• [Task] Throughout the material below, count each line in which the word "absolute" appears, then reply with the count only.

• [Data excerpts]
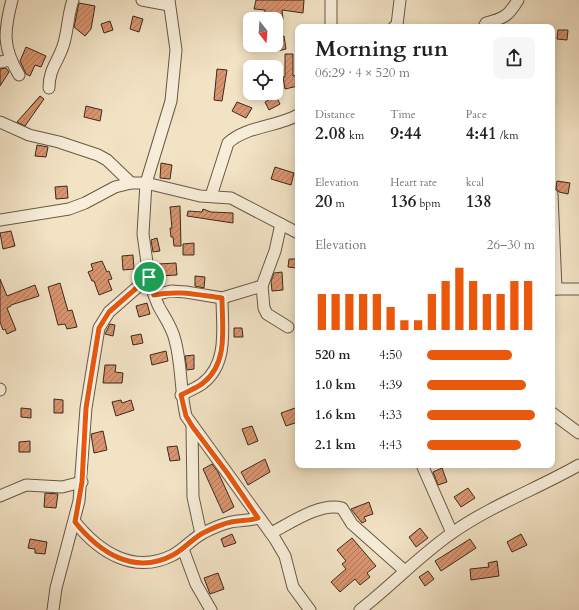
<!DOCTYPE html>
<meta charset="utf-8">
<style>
:root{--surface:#fff;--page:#f6f6f6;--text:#222;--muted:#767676;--accent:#ea580c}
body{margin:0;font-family:Cardo,serif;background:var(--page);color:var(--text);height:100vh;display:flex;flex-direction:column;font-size:15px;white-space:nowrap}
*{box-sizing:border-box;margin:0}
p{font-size:13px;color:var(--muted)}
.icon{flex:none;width:22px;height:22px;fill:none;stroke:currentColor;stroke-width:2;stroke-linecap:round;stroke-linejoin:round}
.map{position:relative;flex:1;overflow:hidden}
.side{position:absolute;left:295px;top:24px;width:260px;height:444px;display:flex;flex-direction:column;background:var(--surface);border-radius:8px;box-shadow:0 2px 10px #0003}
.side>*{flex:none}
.needle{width:26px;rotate:163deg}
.controls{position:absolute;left:243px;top:12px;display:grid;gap:8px}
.controls a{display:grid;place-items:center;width:40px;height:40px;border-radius:8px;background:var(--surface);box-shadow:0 2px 10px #0003;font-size:20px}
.pin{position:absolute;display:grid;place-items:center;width:34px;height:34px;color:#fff;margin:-17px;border:2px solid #fff;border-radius:50%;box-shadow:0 1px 4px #0007}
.round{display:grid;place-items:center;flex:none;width:42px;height:42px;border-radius:8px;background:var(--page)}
.head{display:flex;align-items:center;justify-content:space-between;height:68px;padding:0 20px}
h1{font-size:22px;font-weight:700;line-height:30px}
.metrics{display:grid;grid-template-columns:repeat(3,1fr);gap:6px;height:68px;padding:4px 20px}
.metrics div{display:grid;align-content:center}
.metrics b{font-size:17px;font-weight:700}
.metrics small{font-size:11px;font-weight:400}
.metrics p{font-size:11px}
.chart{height:112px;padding:8px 20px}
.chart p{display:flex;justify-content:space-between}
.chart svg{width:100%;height:72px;margin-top:4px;stroke:var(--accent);stroke-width:6}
ul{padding:0 20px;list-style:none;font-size:13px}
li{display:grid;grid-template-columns:64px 48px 1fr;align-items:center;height:30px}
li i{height:10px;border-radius:5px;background:var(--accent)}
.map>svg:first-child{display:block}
</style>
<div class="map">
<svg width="579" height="610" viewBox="0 0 579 610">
<defs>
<pattern id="building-hatch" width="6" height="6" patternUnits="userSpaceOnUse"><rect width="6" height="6" fill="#da9570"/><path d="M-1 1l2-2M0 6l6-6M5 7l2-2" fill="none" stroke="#b27a5b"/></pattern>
</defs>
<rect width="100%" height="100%" fill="#f2e3c5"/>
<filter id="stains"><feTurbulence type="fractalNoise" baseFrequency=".005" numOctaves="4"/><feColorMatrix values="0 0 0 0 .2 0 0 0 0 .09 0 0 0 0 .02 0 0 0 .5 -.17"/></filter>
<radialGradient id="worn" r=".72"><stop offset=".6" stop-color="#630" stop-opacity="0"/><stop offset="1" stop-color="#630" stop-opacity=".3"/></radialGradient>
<g fill="url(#building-hatch)" stroke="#3a2b1b">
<polygon points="256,0 304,0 303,13 282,10 283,19 269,19 270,17 265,17 265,10 254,9"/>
<polygon points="79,3 95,6 91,29 85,36 74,27"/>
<polygon points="133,16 143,19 139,32 130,29"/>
<polygon points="110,21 113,30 104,33 101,24"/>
<polygon points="558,30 568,30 567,40 557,39"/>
<polygon points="284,36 286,49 277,51 276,38"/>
<polygon points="26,47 46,56 41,67 35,65 30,76 26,74 20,61"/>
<polygon points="285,54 293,54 293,76 298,75 298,86 285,89 283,77 285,77"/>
<polygon points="6,68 9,72 0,86 0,69"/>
<polygon points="217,69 227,70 222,101 214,100"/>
<polygon points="40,96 44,99 25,126 17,122"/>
<polygon points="276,96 280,104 269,110 265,102"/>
<polygon points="237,102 252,108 246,118 232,111"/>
<polygon points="86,106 102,110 100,121 84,117"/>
<polygon points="37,145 48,147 46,157 35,156"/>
<polygon points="161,163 172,165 170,179 160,178"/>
<polygon points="275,167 294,173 291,185 271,179"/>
<polygon points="557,181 570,183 568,194 559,192 556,188"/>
<polygon points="67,186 68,198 56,199 55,187"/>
<polygon points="180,206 181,246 174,246 173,237 171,237 170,228 172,228 170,207"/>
<polygon points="203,209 211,212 233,213 233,223 187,216 188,211 202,212"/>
<polygon points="11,231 15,246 3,249 0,233"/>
<polygon points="157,238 160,251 153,252 151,240"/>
<polygon points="194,243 194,255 183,255 183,244"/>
<polygon points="133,255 134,269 123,270 122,256"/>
<polygon points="289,259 298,259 298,268 288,267"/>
<polygon points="102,261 107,272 109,271 112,279 108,280 112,290 99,295 94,281 92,281 88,272 93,270 91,264"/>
<polygon points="176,263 177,275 159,276 158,264"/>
<polygon points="282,272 283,290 272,291 271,281 274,273"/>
<polygon points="195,276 205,277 204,288 195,286"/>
<polygon points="0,279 7,296 35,285 39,296 11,305 11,306 7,308 16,330 7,334 5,329 3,330 0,322"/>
<polygon points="60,283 68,311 72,310 77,327 67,329 65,324 58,325 48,287"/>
<polygon points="147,303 150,314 139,317 136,306"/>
<polygon points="110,324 115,325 113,336 105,334"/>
<polygon points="234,328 242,328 243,337 234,337"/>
<polygon points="141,334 143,343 133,345 131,336"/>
<polygon points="166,351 168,361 152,365 150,355"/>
<polygon points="194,355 194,369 187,370 185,356"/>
<polygon points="105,365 116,365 115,372 123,373 122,383 103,383"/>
<polygon points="54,399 63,400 63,413 54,413"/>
<polygon points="121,400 122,403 131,400 134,410 116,416 112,402"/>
<polygon points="298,407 298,422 286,426 281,413"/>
<polygon points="21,408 31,409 31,418 21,417"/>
<polygon points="252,426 258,441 248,445 242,429"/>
<polygon points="103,431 107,450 94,453 91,434"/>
<polygon points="30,441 30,452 19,452 19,442"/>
<polygon points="177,446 180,460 170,461 167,447"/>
<polygon points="265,459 270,472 248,485 241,472"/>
<polygon points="212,464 218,472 234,507 223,513 203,469"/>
<polygon points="442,468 447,482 438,485 433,472"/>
<polygon points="468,488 475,498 461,507 454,497"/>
<polygon points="45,493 58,494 56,508 44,507"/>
<polygon points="369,502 373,514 364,517 366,521 362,523 351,509"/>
<polygon points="420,528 428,538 416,547 409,537"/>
<polygon points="232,534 236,543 224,547 221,539"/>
<polygon points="521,534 527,545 512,552 507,542"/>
<polygon points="352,538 376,566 367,573 370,577 360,585 355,579 340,592 331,582 346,569 342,564 346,561 337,550"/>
<polygon points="30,539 47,542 45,554 35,553 35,549 28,548"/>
<polygon points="470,539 476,548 441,571 435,561"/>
<polygon points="497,561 499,576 471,580 470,569 489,567 488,563"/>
<polygon points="428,571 434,579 425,586 419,577"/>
<polygon points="218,573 224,589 210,594 204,578"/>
</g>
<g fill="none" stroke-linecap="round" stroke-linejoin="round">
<g stroke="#685946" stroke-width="13">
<g id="minor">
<path d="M12,0C4,31 2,47 19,75"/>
<polyline points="142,0 169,5"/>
<polyline points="331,27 331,0"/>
<polyline points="394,27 397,25 400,0"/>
<path d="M484,27L486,23C505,18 508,16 518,0"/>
<polyline points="0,62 10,60"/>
<path d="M49,88C49,68 59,61 64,43C68,29 68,14 73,0"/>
<polyline points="0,122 29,135 59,142 98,155 107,160 131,183"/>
<polyline points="552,194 556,289"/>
<path d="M211,196L228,143C246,126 277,127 298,115"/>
<polyline points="0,220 69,209 85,203 115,187 131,183 146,183 200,196 231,198 298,233"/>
<polyline points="281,224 275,251 262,286 264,308 267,314 288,327"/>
<path d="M149,277C152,287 154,297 159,307C165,318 172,327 175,340C182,365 180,391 186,416L275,539L285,556L293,587L310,610"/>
<polyline points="552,289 579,289"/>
<polyline points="154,295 171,291 186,292 222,298 262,286"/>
<polyline points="0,389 0,390"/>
<path d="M181,395C188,391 197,388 203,383C229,363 222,326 222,298"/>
<polyline points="552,413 579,433"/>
<polyline points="192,426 193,497 201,534"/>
<polyline points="422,465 452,533"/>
<polyline points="0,496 26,485 62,487 82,482"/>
<path d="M75,522C99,552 134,575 173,555C184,549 192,539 203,533C211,529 222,524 231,522C241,520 249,521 258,518"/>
<path d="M271,533C289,524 320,502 342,508L352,524L405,571"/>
<polyline points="183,549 196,584 211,610"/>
<polyline points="53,610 56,588 79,501 86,408 99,328 109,312 149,277 143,234 146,183 171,101 176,50 169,0"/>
<path d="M360,610C392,585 419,556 452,533C492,505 537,489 579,465"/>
</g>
</g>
<use href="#minor" stroke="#f7edd9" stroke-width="11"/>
</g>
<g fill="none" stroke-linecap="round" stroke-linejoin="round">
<g stroke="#fff" stroke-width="8">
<path id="route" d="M149,277L154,295C178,290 198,295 222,298C222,326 229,363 203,383C197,388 188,391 181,395L186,416L192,426L228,474L258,518C249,521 241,520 231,522C222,524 211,529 203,533C192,539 184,549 173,555C134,576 99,552 75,522L82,482L86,408L99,328L109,312Z"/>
</g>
<use href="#route" stroke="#ea580c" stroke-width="5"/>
</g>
<rect width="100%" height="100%" filter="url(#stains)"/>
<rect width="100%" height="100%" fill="url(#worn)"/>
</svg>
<div class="controls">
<a><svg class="needle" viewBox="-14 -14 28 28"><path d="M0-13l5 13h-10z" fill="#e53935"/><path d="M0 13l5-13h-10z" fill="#767676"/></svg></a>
<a><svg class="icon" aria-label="locate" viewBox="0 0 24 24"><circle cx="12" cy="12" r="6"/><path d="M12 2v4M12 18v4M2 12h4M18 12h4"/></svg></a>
</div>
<div class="pin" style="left:149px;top:277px;background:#1e9e55"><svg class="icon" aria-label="arrive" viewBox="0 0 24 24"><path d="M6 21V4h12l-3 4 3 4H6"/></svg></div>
<section class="side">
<div class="head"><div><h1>Morning run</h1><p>06:29 · 4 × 520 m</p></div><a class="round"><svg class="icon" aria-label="share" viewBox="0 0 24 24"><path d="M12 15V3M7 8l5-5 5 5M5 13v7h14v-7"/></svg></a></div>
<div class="metrics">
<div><p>Distance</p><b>2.08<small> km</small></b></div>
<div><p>Time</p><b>9:44</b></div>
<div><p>Pace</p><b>4:41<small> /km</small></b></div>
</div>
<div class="metrics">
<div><p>Elevation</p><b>20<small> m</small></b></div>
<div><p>Heart rate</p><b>136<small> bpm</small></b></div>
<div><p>kcal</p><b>138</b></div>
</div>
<div class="chart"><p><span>Elevation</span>26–30 m</p>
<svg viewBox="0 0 160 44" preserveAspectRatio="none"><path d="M5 44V22M15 44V22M25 44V22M35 44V22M45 44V22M55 44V30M65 44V38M75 44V38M85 44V22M95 44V14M105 44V6M115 44V14M125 44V22M135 44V22M145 44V14M155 44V14"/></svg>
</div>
<ul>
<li><b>520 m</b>4:50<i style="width:79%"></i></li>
<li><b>1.0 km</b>4:39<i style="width:92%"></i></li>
<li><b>1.6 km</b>4:33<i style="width:100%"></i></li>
<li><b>2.1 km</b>4:43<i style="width:87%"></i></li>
</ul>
</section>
</div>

• [Finished exercise] 3